• Angeline Julius Department of Biotechnology, School of Bioengineering, Faculty of Engineering and Technology, SRM University, Chennai, Tamil Nadu, India.
  • Waheeta Hopper Department of Biotechnology, School of Bioengineering, Faculty of Engineering and Technology, SRM University, Chennai, Tamil Nadu, India.



 Objective: The objective of this research was to determine early advanced glycation end-product (AGE) inhibition by natural aldose reductase inhibitors (ARIs), quercetin and catechin.

Methods: The assay mixture (4 ml) consisted of 2 ml of 50 mM phosphate-buffered saline (pH 7.4), 50 μg/μl bovine serum albumin (BSA), and 2 mM glucose with or without the inhibitor. The test samples were treated with three different concentrations (10 mM, 20 mM, and 40 mM) of quercetin and catechin.
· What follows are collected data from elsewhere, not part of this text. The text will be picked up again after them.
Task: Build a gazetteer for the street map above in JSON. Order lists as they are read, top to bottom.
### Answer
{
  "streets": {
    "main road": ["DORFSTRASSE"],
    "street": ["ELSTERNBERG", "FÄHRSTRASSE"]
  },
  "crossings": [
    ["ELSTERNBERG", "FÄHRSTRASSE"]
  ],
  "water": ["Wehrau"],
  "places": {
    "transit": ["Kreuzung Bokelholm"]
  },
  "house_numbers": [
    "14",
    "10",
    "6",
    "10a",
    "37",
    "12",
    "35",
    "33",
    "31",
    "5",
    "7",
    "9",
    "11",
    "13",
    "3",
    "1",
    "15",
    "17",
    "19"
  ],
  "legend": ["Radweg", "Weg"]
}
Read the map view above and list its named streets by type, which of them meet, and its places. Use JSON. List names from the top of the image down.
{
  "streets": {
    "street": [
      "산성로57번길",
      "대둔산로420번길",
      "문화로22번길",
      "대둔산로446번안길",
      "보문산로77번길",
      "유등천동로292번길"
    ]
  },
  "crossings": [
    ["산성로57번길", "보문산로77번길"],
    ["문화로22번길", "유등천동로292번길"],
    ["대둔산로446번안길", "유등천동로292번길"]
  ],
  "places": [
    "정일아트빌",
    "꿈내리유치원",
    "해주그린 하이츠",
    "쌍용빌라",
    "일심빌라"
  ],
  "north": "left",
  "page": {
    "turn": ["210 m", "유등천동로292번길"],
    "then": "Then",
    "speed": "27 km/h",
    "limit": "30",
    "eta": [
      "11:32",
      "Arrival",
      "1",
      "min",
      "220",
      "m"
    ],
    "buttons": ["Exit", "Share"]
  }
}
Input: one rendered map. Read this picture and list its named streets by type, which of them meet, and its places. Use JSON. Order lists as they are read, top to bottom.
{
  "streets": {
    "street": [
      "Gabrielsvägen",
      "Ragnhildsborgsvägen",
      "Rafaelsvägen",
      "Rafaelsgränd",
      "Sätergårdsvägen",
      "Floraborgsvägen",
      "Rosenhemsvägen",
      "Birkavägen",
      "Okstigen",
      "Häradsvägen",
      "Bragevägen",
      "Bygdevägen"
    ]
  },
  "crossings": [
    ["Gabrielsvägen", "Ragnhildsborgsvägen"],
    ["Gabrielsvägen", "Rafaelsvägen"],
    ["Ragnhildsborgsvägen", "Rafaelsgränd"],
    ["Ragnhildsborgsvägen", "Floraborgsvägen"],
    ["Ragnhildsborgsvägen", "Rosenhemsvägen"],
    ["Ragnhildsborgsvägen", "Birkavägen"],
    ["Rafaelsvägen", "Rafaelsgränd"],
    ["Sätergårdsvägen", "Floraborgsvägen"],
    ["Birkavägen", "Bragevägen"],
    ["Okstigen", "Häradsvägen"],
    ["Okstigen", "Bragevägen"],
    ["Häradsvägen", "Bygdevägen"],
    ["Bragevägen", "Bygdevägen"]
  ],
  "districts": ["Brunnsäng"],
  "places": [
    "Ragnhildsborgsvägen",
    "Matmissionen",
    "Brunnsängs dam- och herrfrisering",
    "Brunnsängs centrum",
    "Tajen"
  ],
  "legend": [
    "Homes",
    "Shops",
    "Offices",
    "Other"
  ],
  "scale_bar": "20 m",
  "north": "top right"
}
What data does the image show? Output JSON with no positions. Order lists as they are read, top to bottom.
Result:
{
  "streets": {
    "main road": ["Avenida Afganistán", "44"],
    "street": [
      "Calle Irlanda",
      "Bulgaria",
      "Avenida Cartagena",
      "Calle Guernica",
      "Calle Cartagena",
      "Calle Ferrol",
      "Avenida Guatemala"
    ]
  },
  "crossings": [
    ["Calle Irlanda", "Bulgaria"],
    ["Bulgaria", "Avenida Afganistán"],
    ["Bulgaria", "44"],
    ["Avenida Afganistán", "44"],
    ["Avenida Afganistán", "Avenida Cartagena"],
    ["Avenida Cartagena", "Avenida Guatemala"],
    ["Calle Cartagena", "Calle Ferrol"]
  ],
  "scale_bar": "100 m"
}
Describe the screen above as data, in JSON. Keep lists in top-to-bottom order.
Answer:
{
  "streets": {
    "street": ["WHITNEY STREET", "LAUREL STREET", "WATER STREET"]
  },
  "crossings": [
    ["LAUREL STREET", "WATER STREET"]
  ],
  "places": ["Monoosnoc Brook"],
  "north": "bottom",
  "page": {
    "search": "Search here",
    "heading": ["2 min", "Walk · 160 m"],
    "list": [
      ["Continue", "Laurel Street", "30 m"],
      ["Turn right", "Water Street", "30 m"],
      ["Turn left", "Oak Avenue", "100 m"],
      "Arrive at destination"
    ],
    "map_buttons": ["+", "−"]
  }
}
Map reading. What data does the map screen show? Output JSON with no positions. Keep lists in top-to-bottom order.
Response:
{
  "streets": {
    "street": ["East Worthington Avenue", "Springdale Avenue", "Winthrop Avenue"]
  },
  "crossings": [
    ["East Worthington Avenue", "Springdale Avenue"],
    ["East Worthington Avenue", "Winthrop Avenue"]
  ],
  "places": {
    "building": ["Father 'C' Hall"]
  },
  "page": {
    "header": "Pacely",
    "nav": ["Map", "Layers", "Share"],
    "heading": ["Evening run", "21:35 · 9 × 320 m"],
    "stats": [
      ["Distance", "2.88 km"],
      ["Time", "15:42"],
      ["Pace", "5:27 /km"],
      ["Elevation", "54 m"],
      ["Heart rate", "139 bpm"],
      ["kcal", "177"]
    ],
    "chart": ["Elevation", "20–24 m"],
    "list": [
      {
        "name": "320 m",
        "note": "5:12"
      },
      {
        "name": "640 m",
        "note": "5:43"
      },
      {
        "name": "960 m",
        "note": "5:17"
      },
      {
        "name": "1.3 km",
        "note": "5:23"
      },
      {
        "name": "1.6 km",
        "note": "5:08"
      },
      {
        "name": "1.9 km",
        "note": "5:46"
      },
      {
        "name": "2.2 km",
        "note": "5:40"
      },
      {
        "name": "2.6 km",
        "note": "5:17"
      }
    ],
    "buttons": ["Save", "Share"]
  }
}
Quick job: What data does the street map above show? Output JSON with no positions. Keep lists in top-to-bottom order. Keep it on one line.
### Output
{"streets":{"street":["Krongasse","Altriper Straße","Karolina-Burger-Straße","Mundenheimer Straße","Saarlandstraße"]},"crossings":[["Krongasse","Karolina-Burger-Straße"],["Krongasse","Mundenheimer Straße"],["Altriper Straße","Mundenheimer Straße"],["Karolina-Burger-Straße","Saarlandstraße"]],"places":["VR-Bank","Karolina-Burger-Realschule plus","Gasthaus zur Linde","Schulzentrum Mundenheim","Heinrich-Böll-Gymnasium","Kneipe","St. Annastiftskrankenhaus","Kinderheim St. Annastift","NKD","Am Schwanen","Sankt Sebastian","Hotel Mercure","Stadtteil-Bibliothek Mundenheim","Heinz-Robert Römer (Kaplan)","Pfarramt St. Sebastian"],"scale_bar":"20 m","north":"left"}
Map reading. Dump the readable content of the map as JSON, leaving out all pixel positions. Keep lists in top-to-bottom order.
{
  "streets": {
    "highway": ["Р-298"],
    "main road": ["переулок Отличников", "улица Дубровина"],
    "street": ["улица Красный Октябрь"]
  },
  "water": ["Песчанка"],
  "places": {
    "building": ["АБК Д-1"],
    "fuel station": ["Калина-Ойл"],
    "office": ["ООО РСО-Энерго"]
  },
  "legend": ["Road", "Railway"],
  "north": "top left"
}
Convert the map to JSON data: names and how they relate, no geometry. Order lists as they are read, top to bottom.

High-throughput screening-based assay was adapted to perform the BSA-glucose test to determine the induction of AGE formation and its inhibition by quercetin, and catechin, using the fluorescence of the AGE-BSA sample at excitation and emission wavelengths of 350 and 450 nm.

Result: The ARIs, quercetin and catechin inhibited early glycation with an inhibitory concentration value of 15.58 mM and 35.01 mM, respectively.

Conclusion: The suppression of AGEs formation by natural inhibitors of aldose reductase would provide an alternative approach to the control of diabetic complications.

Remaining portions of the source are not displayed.